*** Begin section ***
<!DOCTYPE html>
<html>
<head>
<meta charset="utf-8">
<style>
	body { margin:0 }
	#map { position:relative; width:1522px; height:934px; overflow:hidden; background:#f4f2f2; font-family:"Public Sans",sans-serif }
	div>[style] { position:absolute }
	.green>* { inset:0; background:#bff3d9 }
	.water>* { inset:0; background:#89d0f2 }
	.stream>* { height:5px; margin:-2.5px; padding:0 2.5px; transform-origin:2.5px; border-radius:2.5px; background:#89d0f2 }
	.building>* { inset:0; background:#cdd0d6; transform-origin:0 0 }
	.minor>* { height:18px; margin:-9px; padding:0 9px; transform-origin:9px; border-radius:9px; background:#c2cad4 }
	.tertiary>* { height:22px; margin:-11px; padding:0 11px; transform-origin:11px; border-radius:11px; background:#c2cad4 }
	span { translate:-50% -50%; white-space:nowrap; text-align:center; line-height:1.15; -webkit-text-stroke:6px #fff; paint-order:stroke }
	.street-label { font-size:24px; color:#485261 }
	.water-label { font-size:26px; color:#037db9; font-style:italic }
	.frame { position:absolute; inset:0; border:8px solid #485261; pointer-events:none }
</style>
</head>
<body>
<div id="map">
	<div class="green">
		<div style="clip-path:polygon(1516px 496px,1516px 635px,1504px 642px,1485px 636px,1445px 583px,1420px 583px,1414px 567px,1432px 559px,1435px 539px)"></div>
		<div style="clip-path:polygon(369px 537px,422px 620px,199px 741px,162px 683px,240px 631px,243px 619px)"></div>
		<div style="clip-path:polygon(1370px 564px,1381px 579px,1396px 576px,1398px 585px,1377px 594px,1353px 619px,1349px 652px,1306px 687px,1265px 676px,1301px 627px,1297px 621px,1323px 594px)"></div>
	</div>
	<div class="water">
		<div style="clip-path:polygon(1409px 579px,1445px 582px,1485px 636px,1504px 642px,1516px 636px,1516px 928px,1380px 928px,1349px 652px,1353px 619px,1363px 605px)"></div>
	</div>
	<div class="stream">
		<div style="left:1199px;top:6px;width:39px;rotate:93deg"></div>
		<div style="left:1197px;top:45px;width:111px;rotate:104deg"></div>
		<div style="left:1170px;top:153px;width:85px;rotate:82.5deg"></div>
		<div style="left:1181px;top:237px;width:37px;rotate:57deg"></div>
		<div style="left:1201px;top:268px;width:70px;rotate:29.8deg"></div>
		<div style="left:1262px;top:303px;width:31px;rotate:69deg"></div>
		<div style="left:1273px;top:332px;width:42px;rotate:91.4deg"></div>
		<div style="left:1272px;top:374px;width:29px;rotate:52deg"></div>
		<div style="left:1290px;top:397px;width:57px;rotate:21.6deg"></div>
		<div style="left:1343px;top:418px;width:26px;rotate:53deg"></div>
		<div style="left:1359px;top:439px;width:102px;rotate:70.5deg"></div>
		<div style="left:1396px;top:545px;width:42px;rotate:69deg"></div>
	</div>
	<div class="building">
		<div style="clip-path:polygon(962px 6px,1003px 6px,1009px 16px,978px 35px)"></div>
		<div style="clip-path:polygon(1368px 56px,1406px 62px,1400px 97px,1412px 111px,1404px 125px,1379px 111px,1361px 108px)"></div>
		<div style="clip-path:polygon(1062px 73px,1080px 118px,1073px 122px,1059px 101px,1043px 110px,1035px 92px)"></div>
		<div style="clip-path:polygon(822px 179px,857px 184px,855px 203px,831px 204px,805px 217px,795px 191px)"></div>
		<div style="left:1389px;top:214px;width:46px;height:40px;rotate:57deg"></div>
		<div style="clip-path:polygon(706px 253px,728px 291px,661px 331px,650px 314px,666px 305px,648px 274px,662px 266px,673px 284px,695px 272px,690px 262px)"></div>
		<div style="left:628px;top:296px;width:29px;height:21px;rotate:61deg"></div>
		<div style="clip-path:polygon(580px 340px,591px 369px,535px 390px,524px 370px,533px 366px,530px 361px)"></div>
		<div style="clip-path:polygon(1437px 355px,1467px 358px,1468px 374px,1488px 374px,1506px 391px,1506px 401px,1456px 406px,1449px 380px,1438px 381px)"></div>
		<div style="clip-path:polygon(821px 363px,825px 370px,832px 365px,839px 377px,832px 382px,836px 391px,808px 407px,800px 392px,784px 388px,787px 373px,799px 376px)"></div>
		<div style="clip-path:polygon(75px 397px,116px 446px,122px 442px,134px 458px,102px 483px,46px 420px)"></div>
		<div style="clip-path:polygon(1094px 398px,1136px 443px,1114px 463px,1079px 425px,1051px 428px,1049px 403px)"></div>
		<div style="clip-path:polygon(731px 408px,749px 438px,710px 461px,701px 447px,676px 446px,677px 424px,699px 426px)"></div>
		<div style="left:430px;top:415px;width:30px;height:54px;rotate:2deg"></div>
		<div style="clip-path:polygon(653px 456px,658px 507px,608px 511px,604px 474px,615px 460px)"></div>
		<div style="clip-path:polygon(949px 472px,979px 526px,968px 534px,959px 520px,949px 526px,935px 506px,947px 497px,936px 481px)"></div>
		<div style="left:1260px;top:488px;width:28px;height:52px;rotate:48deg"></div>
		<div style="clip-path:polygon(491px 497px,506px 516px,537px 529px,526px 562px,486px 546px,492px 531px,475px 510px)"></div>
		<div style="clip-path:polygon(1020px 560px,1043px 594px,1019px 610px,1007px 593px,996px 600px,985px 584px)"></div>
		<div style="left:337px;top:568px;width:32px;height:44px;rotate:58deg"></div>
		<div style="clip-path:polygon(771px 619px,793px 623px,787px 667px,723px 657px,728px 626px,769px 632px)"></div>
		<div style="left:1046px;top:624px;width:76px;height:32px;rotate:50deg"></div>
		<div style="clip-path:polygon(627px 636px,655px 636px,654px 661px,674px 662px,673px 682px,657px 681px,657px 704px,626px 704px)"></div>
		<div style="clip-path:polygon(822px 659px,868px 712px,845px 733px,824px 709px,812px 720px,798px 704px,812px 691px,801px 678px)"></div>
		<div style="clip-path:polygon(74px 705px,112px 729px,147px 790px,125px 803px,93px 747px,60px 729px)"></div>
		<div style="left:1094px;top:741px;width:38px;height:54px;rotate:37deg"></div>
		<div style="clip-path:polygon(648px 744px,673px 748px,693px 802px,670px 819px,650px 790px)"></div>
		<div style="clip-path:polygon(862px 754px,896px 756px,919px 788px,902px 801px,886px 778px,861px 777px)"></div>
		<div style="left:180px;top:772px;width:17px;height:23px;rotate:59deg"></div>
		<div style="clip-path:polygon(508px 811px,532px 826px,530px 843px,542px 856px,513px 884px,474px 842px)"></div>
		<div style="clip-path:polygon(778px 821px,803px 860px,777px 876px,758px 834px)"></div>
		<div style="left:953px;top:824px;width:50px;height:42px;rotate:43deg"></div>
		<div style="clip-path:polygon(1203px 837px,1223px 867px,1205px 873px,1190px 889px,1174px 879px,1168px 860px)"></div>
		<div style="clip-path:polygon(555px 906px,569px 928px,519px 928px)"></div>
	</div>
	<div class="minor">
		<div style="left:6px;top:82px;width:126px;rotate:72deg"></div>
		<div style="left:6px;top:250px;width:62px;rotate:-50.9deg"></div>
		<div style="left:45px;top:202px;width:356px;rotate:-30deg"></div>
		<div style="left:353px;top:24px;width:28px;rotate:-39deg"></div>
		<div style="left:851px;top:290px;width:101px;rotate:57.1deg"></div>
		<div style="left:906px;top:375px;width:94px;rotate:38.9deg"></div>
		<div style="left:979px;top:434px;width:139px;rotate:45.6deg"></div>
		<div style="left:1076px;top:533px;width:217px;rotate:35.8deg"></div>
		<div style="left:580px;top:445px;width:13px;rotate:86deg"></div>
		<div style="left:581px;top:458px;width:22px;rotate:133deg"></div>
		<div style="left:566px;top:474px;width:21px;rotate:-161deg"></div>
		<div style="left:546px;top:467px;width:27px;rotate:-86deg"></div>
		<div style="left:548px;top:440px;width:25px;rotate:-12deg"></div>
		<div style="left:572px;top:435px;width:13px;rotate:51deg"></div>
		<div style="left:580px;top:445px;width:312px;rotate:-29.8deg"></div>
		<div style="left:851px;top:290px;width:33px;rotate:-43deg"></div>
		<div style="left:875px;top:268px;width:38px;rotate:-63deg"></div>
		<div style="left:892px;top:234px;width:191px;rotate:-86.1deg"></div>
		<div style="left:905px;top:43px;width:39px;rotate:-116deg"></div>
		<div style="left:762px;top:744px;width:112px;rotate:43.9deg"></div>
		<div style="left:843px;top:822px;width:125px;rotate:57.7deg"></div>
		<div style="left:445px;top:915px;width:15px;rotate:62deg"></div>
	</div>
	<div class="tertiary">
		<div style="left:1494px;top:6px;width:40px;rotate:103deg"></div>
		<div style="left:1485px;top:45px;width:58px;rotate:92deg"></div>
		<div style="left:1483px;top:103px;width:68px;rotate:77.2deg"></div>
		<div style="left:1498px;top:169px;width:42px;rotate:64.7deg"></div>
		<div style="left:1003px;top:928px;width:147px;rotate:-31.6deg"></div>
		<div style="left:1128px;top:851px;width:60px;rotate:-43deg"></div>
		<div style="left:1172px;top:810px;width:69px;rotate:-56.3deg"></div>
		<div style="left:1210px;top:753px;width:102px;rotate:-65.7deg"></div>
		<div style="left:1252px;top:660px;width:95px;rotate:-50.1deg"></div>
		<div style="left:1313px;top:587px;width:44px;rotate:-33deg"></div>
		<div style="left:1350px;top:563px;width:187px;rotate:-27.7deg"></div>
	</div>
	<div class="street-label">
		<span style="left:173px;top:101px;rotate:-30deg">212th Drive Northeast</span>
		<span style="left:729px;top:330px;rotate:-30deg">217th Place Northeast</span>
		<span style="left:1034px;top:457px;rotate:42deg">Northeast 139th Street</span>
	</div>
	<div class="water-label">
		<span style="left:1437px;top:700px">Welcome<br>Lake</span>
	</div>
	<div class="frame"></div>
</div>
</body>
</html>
*** End section ***
• _Activity_: Return only the number of lines in the data that contain "stream".

• _Written solution_: 2